A
decades-long investigation to unlock genetic clues to
bipolar disorder continues to maintain
its momentum. Directed by Janice
Egeland, Ph.D., professor emerita in the Department of Psychiatry
and Behavioral Sciences, the “Genetic and Epidemiologic Study
of Major Affective Disorders among Old Order Amish” is
searching for a susceptibility and/or protective gene(s) for
this devastating
mental illness.
In 1987 Egeland and colleagues reported
in Nature the possible location of DNA markers predisposing
individuals to bipolar affective
disorders in a large Amish pedigree. This launched the first
use of DNA technology to study a common mental disorder
and heralded
a new direction for psychiatric genetics.

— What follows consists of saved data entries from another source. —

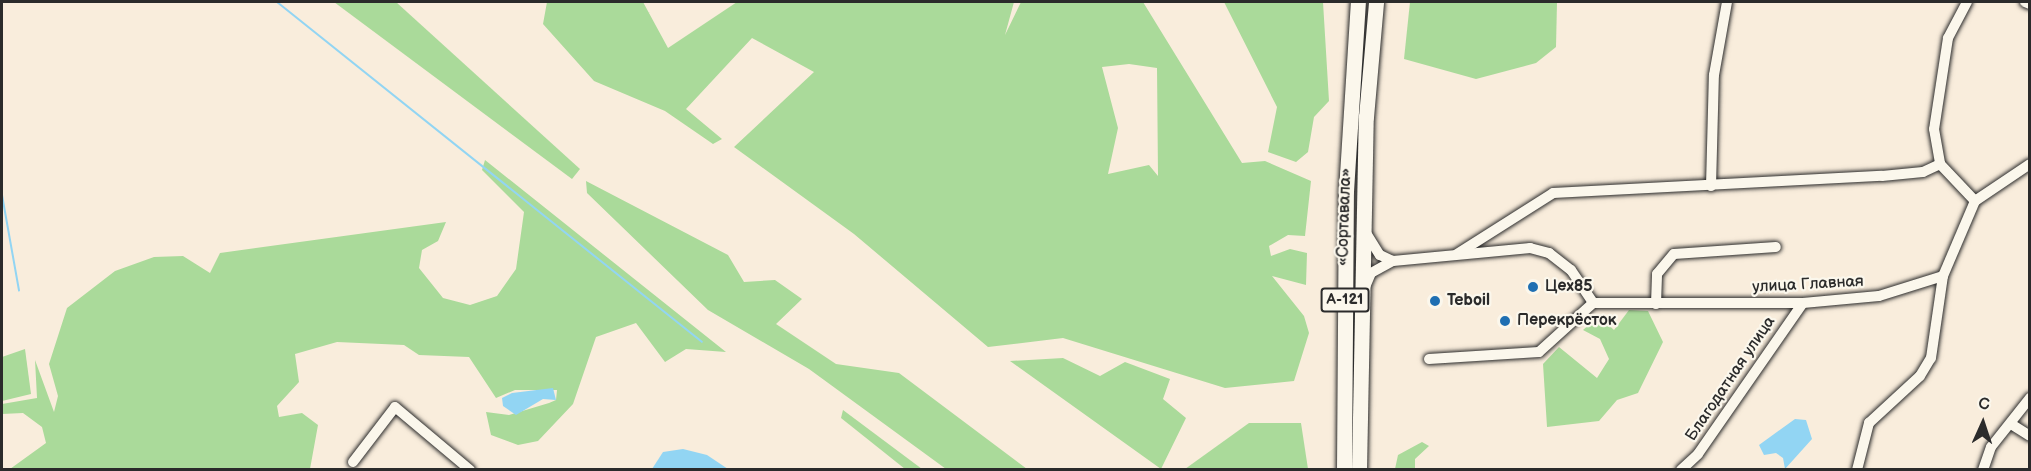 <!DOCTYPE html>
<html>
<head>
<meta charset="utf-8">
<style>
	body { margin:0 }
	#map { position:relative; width:2031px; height:471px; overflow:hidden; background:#f9eddc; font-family:"Balsamiq Sans",sans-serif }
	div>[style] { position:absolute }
	.green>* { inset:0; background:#aada9a }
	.water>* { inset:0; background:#92d5f3 }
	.stream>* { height:2px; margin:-1px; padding:0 1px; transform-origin:1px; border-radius:1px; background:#92d5f3 }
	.roads { filter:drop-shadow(0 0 2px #2b2b2b) drop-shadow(0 0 2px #2b2b2b) }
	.minor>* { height:10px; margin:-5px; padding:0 5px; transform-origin:5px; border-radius:5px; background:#fbf7ec }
	.highway>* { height:15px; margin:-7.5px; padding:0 7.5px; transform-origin:7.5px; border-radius:7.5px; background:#fbf7ec }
	.dots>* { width:16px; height:16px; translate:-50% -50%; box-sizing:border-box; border:3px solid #fbf7ec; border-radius:50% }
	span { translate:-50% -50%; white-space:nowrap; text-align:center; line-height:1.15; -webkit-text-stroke:4.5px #fbf7ec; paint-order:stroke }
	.shield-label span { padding:2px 4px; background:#fbf7ec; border:2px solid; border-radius:4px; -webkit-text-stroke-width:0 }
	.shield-label { font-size:15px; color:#2b2b2b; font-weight:700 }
	.street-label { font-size:16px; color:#2b2b2b }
	.poi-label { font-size:16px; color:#2b2b2b; font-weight:700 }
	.left { translate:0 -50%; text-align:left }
	.frame { position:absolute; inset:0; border:3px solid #2b2b2b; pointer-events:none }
	.north { position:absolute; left:1953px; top:393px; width:60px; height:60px; -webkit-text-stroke:4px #fbf7ec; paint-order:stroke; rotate:3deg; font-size:16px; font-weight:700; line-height:24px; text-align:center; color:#2b2b2b }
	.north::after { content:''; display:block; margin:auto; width:21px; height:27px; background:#2b2b2b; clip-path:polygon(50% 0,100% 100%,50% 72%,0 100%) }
</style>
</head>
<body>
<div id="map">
	<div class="green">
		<div style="clip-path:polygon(334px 2px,396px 2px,580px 169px,572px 179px)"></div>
		<div style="clip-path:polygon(evenodd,547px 2px,643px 2px,668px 48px,737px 2px,1014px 2px,1005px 35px,1021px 2px,1143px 2px,1242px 163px,1265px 161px,1311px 181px,1305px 236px,1288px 235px,1269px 246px,1271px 256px,1290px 249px,1307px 253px,1306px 285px,1272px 276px,1304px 316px,1309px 333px,1294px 381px,1225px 388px,1063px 338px,988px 347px,854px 234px,734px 147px,814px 72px,752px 38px,686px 109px,722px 139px,713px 144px,665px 111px,594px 81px,543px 24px,547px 2px,1129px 64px,1157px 68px,1158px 176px,1149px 165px,1108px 174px,1118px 128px,1102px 67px,1129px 64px)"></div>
		<div style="clip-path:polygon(1224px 2px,1323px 2px,1329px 101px,1314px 117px,1308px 152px,1296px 162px,1268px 152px,1277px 107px)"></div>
		<div style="clip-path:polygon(1410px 2px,1557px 2px,1556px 47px,1536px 63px,1476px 79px,1404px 59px)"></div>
		<div style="clip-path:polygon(485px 160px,726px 352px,686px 349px,665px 362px,636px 323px,596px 337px,573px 404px,538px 441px,518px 445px,491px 435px,486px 412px,509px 415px,549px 403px,556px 400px,557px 390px,515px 390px,496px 398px,469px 357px,419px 355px,404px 345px,337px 342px,295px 354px,299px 382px,277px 406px,279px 417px,302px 413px,318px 425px,310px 469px,10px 469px,46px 443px,42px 427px,23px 413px,2px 414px,2px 404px,37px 398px,35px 360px,54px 412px,58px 396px,49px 364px,67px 308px,115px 271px,154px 257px,183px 256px,210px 273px,220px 253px,446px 222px,438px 241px,422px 250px,419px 268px,443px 298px,470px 305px,497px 296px,516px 269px,524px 212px,482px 170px)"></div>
		<div style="clip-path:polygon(586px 181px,728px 255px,744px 282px,775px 280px,802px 299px,776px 324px,836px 364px,899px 373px,1027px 469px,946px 469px,809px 369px,708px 310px,587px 193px)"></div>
		<div style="clip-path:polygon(1629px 310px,1648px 311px,1663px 342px,1638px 393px,1617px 400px,1599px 421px,1547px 427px,1543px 364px,1559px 347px,1597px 378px,1609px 359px,1600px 339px,1583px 330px,1599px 316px,1614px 330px)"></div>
		<div style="clip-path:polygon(25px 349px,31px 394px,2px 401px,2px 357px)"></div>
		<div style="clip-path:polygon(1063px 358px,1100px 376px,1125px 362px,1170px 379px,1163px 399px,1186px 418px,1161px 469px,1010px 361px)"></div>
		<div style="clip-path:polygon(843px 410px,922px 469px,905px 469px,841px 418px)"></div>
		<div style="clip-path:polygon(1249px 423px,1301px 423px,1308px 469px,1185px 469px)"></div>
		<div style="clip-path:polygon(1422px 442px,1429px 446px,1415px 459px,1415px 469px,1395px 469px,1398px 455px)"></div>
	</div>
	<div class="water">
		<div style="clip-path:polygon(553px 388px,556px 400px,543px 399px,516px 415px,503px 406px,502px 398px,512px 393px)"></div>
		<div style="clip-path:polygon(1795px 419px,1806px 420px,1812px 439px,1785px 469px,1783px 458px,1776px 453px,1764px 455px,1759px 445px)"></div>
		<div style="clip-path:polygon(683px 449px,707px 455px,728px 469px,652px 469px,663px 452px)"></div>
	</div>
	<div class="stream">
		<div style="left:277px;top:2px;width:544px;rotate:38.66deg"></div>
		<div style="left:2px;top:195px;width:97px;rotate:79.9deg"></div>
	</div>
	<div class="roads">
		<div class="minor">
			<div style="left:1967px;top:2px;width:41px;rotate:117.8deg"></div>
			<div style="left:1948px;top:38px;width:92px;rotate:98.7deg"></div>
			<div style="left:1934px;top:129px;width:36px;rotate:80deg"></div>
			<div style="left:1940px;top:164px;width:51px;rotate:46.6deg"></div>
			<div style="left:2025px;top:2px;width:5px;rotate:22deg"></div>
			<div style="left:1711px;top:186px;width:111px;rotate:-88.5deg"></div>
			<div style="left:1714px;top:75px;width:74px;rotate:-79.9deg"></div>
			<div style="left:1975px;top:201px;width:66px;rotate:-33.9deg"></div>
			<div style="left:1366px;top:233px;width:26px;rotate:58deg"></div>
			<div style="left:1380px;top:255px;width:14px;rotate:25deg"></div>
			<div style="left:1457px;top:254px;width:114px;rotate:-32.4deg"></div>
			<div style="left:1553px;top:193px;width:329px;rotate:-3deg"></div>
			<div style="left:1882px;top:176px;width:41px;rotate:-5.6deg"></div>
			<div style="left:1923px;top:172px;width:19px;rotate:-25deg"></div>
			<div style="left:1365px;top:287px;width:15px;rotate:-67deg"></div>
			<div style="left:1371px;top:273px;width:25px;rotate:-29deg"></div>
			<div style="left:1393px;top:261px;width:138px;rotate:-5.4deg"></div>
			<div style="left:1530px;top:248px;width:20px;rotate:15deg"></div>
			<div style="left:1549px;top:253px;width:28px;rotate:38deg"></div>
			<div style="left:1571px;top:270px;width:40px;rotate:56deg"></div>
			<div style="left:1593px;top:303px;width:210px"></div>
			<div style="left:1803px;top:303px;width:76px;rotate:-5.3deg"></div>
			<div style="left:1879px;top:296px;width:67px;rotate:-17.4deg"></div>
			<div style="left:1943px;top:276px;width:82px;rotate:-66.9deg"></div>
			<div style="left:1656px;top:304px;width:30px;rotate:-88deg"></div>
			<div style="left:1657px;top:274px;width:26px;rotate:-50deg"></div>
			<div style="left:1674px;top:254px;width:102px;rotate:-3.9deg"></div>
			<div style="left:1429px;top:359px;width:110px;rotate:-3.6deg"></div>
			<div style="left:1539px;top:352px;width:73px;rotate:-42.2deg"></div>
			<div style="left:2011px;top:424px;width:22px;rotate:32deg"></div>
			<div style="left:353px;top:462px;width:69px;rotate:-52.6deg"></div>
			<div style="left:395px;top:407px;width:98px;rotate:40deg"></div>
			<div style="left:1681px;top:470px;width:23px;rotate:-43deg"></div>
			<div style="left:1698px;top:454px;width:184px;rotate:-55.2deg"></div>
			<div style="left:1857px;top:470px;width:49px;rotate:-75.7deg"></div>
			<div style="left:1869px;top:423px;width:69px;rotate:-42.7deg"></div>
			<div style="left:1920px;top:376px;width:21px;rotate:-59deg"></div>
			<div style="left:1931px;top:358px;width:83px;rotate:-81.7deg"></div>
			<div style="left:1983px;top:470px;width:24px;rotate:-71deg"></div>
			<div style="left:1991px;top:447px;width:63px;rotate:-51.5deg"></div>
		</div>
		<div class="highway">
			<div style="left:1344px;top:470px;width:279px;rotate:-89.6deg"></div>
			<div style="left:1346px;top:191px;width:189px;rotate:-86.4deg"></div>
			<div style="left:1359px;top:470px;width:353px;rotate:-88.9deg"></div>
			<div style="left:1366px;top:117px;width:115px;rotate:-85deg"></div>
		</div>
	</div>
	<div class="dots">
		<div style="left:1533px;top:287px;background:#1f6fb2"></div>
		<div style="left:1435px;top:301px;background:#1f6fb2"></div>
		<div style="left:1505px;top:321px;background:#1f6fb2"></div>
	</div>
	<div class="shield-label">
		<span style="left:1345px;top:300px">А-121</span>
	</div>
	<div class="street-label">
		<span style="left:1345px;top:217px;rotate:-88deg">«Сортавала»</span>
		<span style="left:1808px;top:285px;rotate:-3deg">улица Главная</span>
		<span style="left:1731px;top:379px;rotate:-56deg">Благодатная улица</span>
	</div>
	<div class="poi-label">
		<span class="left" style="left:1545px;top:287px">Цех85</span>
		<span class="left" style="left:1447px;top:301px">Teboil</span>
		<span class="left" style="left:1517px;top:321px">Перекрёсток</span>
	</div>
	<div class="frame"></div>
	<div class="north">С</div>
</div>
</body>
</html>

“Although replication failed, our next step was to ascertain
more patients and type more informative markers. We expanded the
sample
by three new multigenerational families. Recently, my bipolar cell
collection was genotyped at Myriad Genetics, using 10,000 SNPs
(single nucleotide polymorphisms) per subject, or 4 million SNP
genotypes for 400 Amish bipolar patients and relatives,” explains
Egeland. SNPs represent variations in DNA that help identify multiple
genes associated with complex diseases.
“The genetic work pioneered by the
Amish study was 20 years ahead of the field. Finally
genetic technology is catching up to locate
the genes involved,” says Julio Licinio, M.D., professor
and chairman of the Department of Psychiatry and Behavioral Sciences.